Мама, то и дело поправляя спадающий на глаза наспех повязанный пуховый платок, крутится среди нас.

Поскольку в «десанте» я по возрасту самый старший, то именно мне и положено задать интересующий всех вопрос:

– Мама, что-то отца не видно, уж не приболел ли он?

Мама с видом провинившейся пастушки, не сумевшей уберечь гусёнка от ястреба, но в то же время со смешинкой в голосе, объясняет ситуацию:

– Сказал, пойду прогуляюсь, а то, когда ждёшь, время долго тянется. Он ещё днём ушёл, и вот всё нет. Знаете ведь отца, чисто Чаланка, уйдёт, так уж не найдёшь, пока сам не вернётся.

Сравнение с Чаланкой пришлось по душе всей компании и вызвало взрыв смеха.

Речь идёт о краснокожей, гладкой, как дождевой червь, весьма своенравной корове по имени Чаланка. Ни разу в жизни (а жизнь её, по коровьим меркам, была довольно долгой), хотя бы из интереса, хотя бы для разнообразия, она не вернулась домой вместе со всем стадом. Эта краснокожая корова до сих пор сидит у меня в печёнках, вызывая в памяти чувства досады и злости.

Ранним утром, где-то часа в три или четыре, время, когда детский сон самый сладкий, когда волшебные сны проникают в твоё сознание, мамин голос, доносящийся из реальной, мирской жизни, нарушает все твои иллюзии. Присев возле постели на корточки, она сначала гладит меня по спине, потом начинает теребить нетерпеливо, приговаривая:

– Сыночек, корова опять не вернулась, пойди поищи её, а если волки съедят, что тогда делать будем. Завтра Афгата отправлю.
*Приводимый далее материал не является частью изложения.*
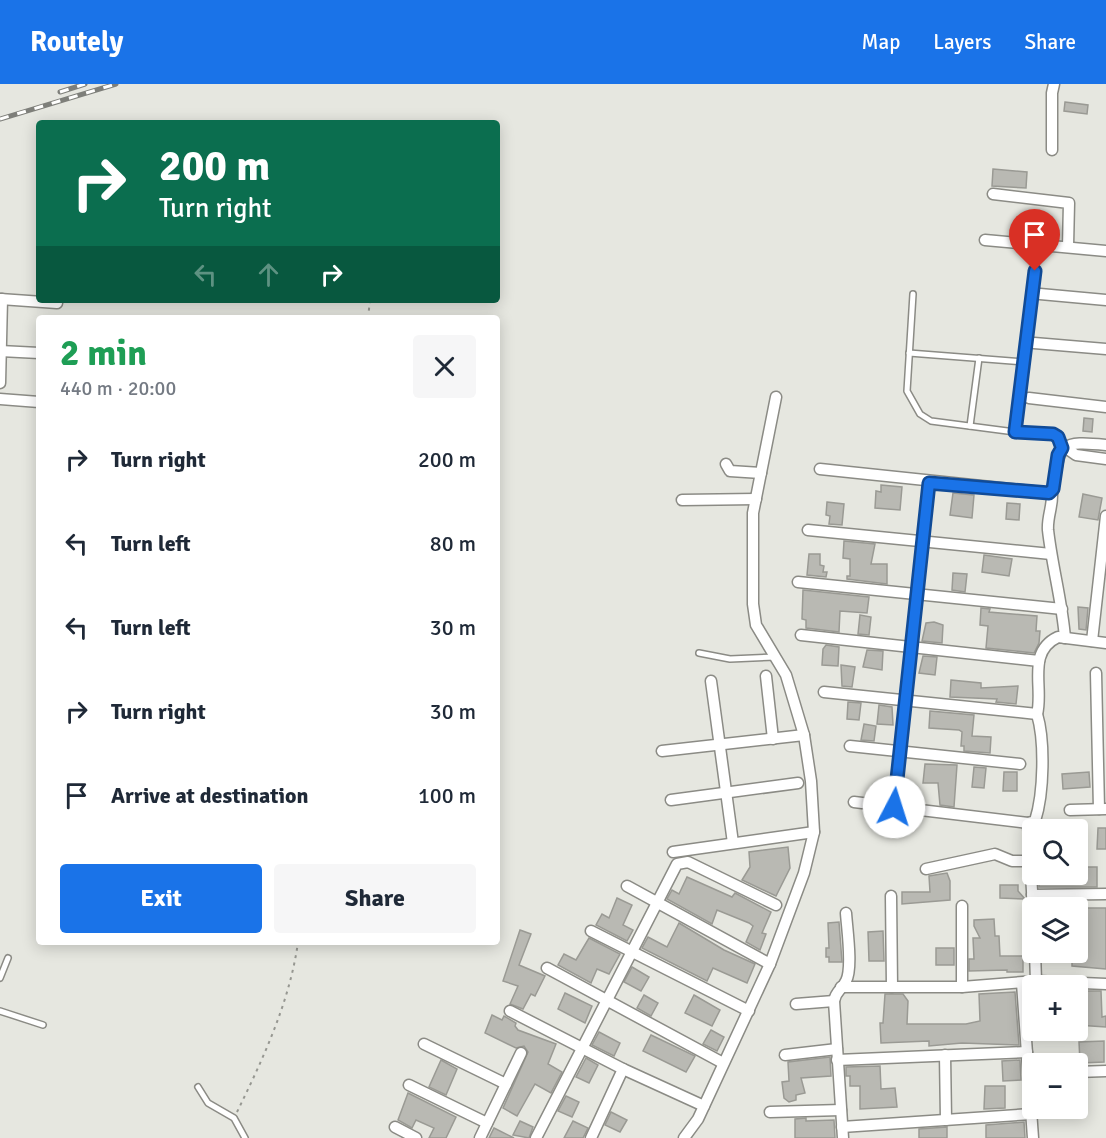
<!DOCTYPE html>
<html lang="en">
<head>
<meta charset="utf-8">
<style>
	:root { --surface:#fff; --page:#f6f6f7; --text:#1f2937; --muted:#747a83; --accent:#1a73e8 }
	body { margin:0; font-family:Signika,sans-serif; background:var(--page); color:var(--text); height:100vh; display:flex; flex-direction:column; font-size:22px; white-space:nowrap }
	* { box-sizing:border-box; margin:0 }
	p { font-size:20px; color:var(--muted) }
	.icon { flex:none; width:33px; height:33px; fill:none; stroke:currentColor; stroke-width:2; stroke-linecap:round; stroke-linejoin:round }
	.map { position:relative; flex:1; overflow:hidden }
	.panel { position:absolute; left:36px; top:231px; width:464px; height:630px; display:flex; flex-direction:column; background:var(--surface); border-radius:6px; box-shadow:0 3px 15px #0003 }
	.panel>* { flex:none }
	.guide { position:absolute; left:36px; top:36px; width:464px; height:183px; border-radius:6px; box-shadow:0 3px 15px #0003; background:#0b6e4f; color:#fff; overflow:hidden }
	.controls { position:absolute; left:1022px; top:735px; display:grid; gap:12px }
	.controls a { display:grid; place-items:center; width:66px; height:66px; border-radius:6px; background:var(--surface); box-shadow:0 3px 15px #0003; font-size:30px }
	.pin { position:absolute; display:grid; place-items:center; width:51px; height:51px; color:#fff; margin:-62px -26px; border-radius:50% 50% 50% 0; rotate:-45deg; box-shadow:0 0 6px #0007 }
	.pin .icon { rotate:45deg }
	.me { position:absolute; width:66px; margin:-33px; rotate:5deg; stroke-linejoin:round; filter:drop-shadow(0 0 4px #0008) }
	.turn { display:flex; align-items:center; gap:21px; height:126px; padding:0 24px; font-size:27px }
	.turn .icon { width:78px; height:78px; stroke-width:2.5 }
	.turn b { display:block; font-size:42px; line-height:51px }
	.lanes { display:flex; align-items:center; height:57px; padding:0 24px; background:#0003; justify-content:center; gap:30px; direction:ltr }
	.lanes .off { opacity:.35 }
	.round { display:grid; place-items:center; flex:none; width:63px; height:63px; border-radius:6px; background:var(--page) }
	.headline { display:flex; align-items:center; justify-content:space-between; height:102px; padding:0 24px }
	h1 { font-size:36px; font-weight:800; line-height:45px; color:#1e9e55 }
	.primary-button { display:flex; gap:12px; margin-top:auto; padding:12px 24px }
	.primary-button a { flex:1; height:69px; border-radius:6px; background:var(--accent); color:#fff; font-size:24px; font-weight:800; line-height:69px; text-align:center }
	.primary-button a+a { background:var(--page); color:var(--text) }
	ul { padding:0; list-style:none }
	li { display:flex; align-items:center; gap:18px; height:84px; padding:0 24px }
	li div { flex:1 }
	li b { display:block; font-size:22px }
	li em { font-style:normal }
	header { display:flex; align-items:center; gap:36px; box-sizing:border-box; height:84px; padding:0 30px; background:var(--accent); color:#fff }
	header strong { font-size:28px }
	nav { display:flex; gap:33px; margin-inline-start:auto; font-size:21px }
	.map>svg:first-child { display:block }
	.building { fill:#b9b9b3; stroke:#9a9a94; stroke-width:1.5 }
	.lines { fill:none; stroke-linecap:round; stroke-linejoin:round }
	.lane-casing { stroke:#8b8b85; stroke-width:8 }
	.street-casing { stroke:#8b8b85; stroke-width:13 }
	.path { stroke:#969791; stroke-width:2; stroke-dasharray:3 4.5; stroke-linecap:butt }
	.lane { stroke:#fff; stroke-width:5 }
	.street { stroke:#fff; stroke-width:10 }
	.rail-casing { stroke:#7e7f7a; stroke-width:5 }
	.rail { stroke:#fffffe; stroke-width:3; stroke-dasharray:9; stroke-linecap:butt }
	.route-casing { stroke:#114b97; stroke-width:15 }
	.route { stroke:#1a73e8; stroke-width:10 }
</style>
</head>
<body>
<header>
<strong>Routely</strong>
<nav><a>Map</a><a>Layers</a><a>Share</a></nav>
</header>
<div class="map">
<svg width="1106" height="1054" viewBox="0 0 1106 1054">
	<rect width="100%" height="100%" fill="#e6e7e0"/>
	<g class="building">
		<polygon points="1065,18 1088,21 1087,30 1064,27"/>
		<polygon points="993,85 1027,88 1026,104 992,102"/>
		<polygon points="1084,334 1093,335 1092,348 1083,347"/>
		<polygon points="881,401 902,403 900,426 875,424 876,407 881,408"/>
		<polygon points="953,409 974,411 972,434 950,431"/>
		<polygon points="1083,410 1102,414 1098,436 1079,433"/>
		<polygon points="827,418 844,420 842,441 829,440 830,432 826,431"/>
		<polygon points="1007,419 1020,420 1019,436 1006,435"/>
		<polygon points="844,457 875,460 871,480 887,480 887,500 847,495 847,492 850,492 850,475 843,474"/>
		<polygon points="809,470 820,470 820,481 824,482 823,488 827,488 826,493 807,491"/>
		<polygon points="984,471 1012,475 1009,492 982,488"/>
		<polygon points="953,489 967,490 965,508 952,506"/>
		<polygon points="803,506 869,513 867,529 840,527 839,548 806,544 806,536 802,535"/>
		<polygon points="1078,523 1088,524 1086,546 1079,545"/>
		<polygon points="981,524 990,525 989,528 1037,532 1036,547 1040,547 1039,559 1034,569 986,564 988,542 980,541"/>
		<polygon points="860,531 871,533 869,551 858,550"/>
		<polygon points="934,538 943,541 942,559 922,557 926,539"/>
		<polygon points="826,561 839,563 838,582 822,581 823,565"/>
		<polygon points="867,566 883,567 882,586 863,583"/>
		<polygon points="923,572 937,573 935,591 919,589"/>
		<polygon points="841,581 855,583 852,603 842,602"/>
		<polygon points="951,596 981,599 981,604 1018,602 1016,620 996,618 997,615 950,613"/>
		<polygon points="848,618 861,619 859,636 847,635"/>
		<polygon points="879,621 892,623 893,641 877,640"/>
		<polygon points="930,627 974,631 972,652 991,653 990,669 964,667 964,662 961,662 962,648 959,646 929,644"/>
		<polygon points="864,640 876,642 874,657 861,656"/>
		<polygon points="925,680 957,681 954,723 940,721 938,699 923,699"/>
		<polygon points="974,683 986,684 984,704 972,703"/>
		<polygon points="1004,688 1017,688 1017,707 1003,707"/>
		<polygon points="1089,688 1090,703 1063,705 1062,690"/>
		<polygon points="1098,744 1106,744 1106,765 1097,765"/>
		<polygon points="788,763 790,784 776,812 742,796 750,783 749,768"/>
		<polygon points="1077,783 1097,783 1097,803 1039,803 1039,790 1077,790"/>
		<polygon points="947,789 950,797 950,816 902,820 902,808 930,808 929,792"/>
		<polygon points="687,793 732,813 735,809 771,828 762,849 766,850 760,866 746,858 753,842 749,839 717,826 712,840 667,815 672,806 679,810"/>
		<polygon points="1000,801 1018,801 1018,807 1025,815 1000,814"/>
		<polygon points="617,814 632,821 623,841 633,846 627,857 596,841 602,830 609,834"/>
		<rect x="1044" y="818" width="26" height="6"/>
		<polygon points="1084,824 1106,824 1106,885 1072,882 1072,868 1077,868 1077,860 1084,860"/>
		<polygon points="994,835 995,852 999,852 1000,872 1023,872 1023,888 1007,888 1007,886 969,887 969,875 974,875 973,854 980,854 974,842 974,836"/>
		<polygon points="839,838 842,878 829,878 829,873 826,873 826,864 829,864 828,839"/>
		<polygon points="679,839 724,866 755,880 747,899 713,884 707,897 642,864 648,853 667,863"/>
		<polygon points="520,846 531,850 519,881 545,892 535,912 531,910 523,925 510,920 518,902 503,897"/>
		<polygon points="883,847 884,877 869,877 868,848"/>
		<polygon points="589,854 620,870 609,890 597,885 591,899 558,881 564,870 576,876"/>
		<rect x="936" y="864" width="18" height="17"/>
		<polygon points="632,883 649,893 641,907 624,898"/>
		<polygon points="1077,907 1101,907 1102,933 1106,932 1106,943 1077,941"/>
		<polygon points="1015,908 1019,961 962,959 929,962 929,957 881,959 880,939 883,939 885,910 903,910 908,917 907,940 966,940 980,937 979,910"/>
		<polygon points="565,909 592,922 585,939 558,925"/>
		<polygon points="644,911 658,919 651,932 637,924"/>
		<polygon points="694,911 720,926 712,942 685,929"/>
		<polygon points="492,931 502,936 504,932 516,939 515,942 518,946 556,960 548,980 562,988 551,1009 535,1000 517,1032 503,1024 528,968 524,962 516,964 485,949"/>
		<polygon points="711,946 724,953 717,967 703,960"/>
		<polygon points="599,948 620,959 614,972 592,961"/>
		<polygon points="651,951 695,972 686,988 643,967"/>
		<polygon points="1104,957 1104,978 1080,979 1079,958"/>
		<polygon points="830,973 831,992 801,994 805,1009 796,1011 796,1016 789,1018 784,1014 782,998 789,997 788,978"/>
		<polygon points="586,974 598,981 589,999 576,993"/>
		<polygon points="441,976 457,985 446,1011 429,1003"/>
		<polygon points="1020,976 1021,996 1003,997 1002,977"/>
		<polygon points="880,982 881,1005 895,1004 897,1023 860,1025 860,1002 850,1002 850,992 846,992 846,983"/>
		<polygon points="985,1002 1005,1002 1005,1024 984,1025"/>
		<polygon points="408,1009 456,1033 446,1054 429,1054 434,1044 416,1036 412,1044 398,1036"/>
		<polygon points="566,1012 579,1018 572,1033 558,1027"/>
		<polygon points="611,1028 627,1036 620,1048 605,1041"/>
		<polygon points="806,1034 806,1037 834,1036 835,1054 795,1054 795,1035"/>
		<polygon points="520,1037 533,1043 529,1054 513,1051"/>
		<polygon points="573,1037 588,1044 583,1054 564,1054"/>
		<polygon points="1024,1038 1025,1054 986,1054 986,1041"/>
		<polygon points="947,1043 947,1054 919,1054 919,1045"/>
		<polygon points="494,1044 514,1054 489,1054"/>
	</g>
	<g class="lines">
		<defs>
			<g id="lane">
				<polyline points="913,210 907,307 920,330 931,337 1015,348 1053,349 1058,353 1062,364"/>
				<polyline points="909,269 1024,278"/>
				<polyline points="970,342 979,274"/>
				<polyline points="1015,348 1035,187"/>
				<polyline points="699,569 730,575 775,573"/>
				<polyline points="0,894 8,874"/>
				<polyline points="0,927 43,941"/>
				<polyline points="198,1003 208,1019 234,1034 245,1054"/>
			</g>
			<g id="street">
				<polyline points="1052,66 1052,9 1054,0"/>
				<polyline points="993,110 1069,119 1068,162"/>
				<polyline points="985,156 1106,167"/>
				<polyline points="1040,210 1106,216"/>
				<polyline points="0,215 57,219"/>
				<polyline points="1034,259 1106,265"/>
				<polyline points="0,267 39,269"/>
				<polyline points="0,299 2,215"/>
				<polyline points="1029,314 1106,323"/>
				<polyline points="0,315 39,318"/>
				<polyline points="1066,364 1076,371 1106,375"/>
				<polyline points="726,380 730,387 761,389"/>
				<path d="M 820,385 L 1049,409 L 1053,405 C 1060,361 1058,356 1106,361"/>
				<path d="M 1052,408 C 1053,422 1047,433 1048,446 C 1052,482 1062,517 1065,554"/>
				<polyline points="682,416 756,415"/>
				<polyline points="808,446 1051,470"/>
				<polyline points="798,498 1062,525"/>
				<polyline points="801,551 1039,577"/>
				<polyline points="1092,557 1106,432"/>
				<polyline points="1096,589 1099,725"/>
				<polyline points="766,592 773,655"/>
				<polyline points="711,597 733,759"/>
				<path d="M 824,608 L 1037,630 C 1044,604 1026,568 1058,553 L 1106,559"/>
				<polyline points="850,662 1020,680"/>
				<polyline points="662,667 804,651"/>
				<polyline points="671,716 798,699"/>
				<path d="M 854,718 L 1028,739 L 1035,737 C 1044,709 1045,657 1037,630"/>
				<polyline points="894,723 929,399"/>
				<polyline points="1070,726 1106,725"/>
				<polyline points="1028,739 1033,824"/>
				<polyline points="673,768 814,748"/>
				<polyline points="926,785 995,770 1012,777 1031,777"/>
				<polyline points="627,802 770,880"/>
				<polyline points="1032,811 1106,810"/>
				<polyline points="891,812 892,903"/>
				<polyline points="591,847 749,927"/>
				<polyline points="1035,868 1036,897"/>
				<polyline points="547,884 723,979"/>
				<polyline points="1022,899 1033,1054"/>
				<polyline points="841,903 962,903 1036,897 1106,900"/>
				<polyline points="962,903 962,822"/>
				<polyline points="796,920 834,917"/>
				<polyline points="510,927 623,985 591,1054"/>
				<polyline points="424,960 506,1000"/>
				<polyline points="785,971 837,965"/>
				<polyline points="945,971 946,1036"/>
				<polyline points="837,976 1027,968"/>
				<polyline points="623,985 704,1022"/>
				<polyline points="1077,988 1106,987"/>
				<polyline points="409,1001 487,1039"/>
				<polyline points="770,1028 841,1026"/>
				<polyline points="395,1043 416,1054"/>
				<polyline points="842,1043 1031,1030"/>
				<polyline points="480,1054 521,969"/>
				<polyline points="536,1054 677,780 688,778 776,821"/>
				<polyline points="684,1054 698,1035 770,880 804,789 814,748 811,697 804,651 786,591 756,541 753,520 753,429 776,313"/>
				<path d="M 843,1054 L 834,917 C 836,906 842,906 846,897 C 853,884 847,845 846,829"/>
			</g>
		</defs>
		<use href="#lane" class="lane-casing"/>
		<use href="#street" class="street-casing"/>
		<g class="path">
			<polyline points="368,234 370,216"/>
			<path d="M 237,1028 C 263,975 290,917 298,858"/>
		</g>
		<use href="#lane" class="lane"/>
		<use href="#street" class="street"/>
		<defs>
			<g id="rail">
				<polyline points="60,8 85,0"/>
				<polyline points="0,35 116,0"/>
			</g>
		</defs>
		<use href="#rail" class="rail-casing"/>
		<use href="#rail" class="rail"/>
	</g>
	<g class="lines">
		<defs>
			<polyline id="route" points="894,723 929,399 1049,409 1053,405 1058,371 1062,364 1058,353 1053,350 1015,348 1035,187"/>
		</defs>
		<use href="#route" class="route-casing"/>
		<use href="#route" class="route"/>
	</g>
</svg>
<div class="controls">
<a><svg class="icon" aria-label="search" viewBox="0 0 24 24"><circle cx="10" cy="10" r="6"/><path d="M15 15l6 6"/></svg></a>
<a><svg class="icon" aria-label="layers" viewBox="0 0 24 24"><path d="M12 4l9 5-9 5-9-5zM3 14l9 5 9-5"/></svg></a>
<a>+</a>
<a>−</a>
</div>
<div class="pin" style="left:1035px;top:187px;background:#d93025"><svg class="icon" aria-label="arrive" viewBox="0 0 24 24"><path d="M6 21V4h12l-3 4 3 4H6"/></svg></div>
<svg class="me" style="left:894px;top:723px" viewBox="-20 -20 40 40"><circle r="19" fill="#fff"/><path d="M0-13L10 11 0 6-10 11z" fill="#1a73e8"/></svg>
<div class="guide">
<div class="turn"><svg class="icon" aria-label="right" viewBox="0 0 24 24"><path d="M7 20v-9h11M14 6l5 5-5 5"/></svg><div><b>200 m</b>Turn right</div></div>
<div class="lanes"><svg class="icon off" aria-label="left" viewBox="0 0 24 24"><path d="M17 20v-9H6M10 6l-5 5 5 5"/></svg><svg class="icon off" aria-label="ahead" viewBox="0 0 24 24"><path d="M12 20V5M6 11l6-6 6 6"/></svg><svg class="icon" aria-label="right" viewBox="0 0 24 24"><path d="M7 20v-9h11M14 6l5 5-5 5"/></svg></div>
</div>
<section class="panel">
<div class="headline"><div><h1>2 min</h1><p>440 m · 20:00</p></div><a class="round"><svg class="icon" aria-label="close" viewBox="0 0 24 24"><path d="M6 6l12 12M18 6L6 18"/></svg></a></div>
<ul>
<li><svg class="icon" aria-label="right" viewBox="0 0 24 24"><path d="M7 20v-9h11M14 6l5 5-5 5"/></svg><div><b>Turn right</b></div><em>200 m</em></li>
<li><svg class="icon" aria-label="left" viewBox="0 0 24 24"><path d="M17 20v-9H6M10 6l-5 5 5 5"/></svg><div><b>Turn left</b></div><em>80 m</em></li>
<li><svg class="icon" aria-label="left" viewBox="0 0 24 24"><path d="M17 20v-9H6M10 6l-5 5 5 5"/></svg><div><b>Turn left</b></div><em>30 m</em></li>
<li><svg class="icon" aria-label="right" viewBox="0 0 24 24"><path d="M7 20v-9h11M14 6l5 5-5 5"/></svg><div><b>Turn right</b></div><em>30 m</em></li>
<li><svg class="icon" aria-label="arrive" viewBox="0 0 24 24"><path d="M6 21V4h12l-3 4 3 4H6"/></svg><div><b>Arrive at destination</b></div><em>100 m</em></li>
</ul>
<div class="primary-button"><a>Exit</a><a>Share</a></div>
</section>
</div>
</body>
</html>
Я всё хорошо слышу, понимаю, но веки поднять нет сил, будто на них гири по меньшей мере по пуду каждый. Мама начинает давить на психику:

– Вставай, соня, ты же не лентяй, не лежебока.

Наконец, полусонный, я встаю (одеваться не надо, всё на мне), запинаясь и спотыкаясь, выхожу на улицу.

Занятый мыслями о корове, не замечаю ни красоты раннего утра, ни яркости цветов, раскрывающихся навстречу солнцу, не радуют даже ласкающие солнечные лучи. Я кажусь себе трепещущей холодной капелькой росы. Кругом заливаются соловьи, будто уговаривая меня не тратить время и силы на поиски этой неблагодарной твари. «Лучше сядь на пенёк, – говорят они, – послушай наше пение, отдохни, потом иди домой, твоя скотина, наверно, уже дома». Нет, нет, я не должен их слушать, не должен поддаваться искушению. Кулачками протираю сонные глаза и снова начинаю пристально всматриваться в окружающий мир, в кустарники, в орешники, в чащу деревьев. Позже я понял, что это моё детское упрямство было врождённым чувством ответственности. Дома ждут молока, оно необходимо моим младшим братьям-сёстрам, в том числе грудному младенцу, родителям – все хотят пить чай с молоком, а эта несознательная скотина, «молочная фабрика», где-то скрывается от всех. Позже среди стихов Дэрдменда я наткнулся на не совсем понятные мне строки: «Молоко останется, Родина уйдёт». А тогда для нас молоко было синонимом родины, а не только условием сытости.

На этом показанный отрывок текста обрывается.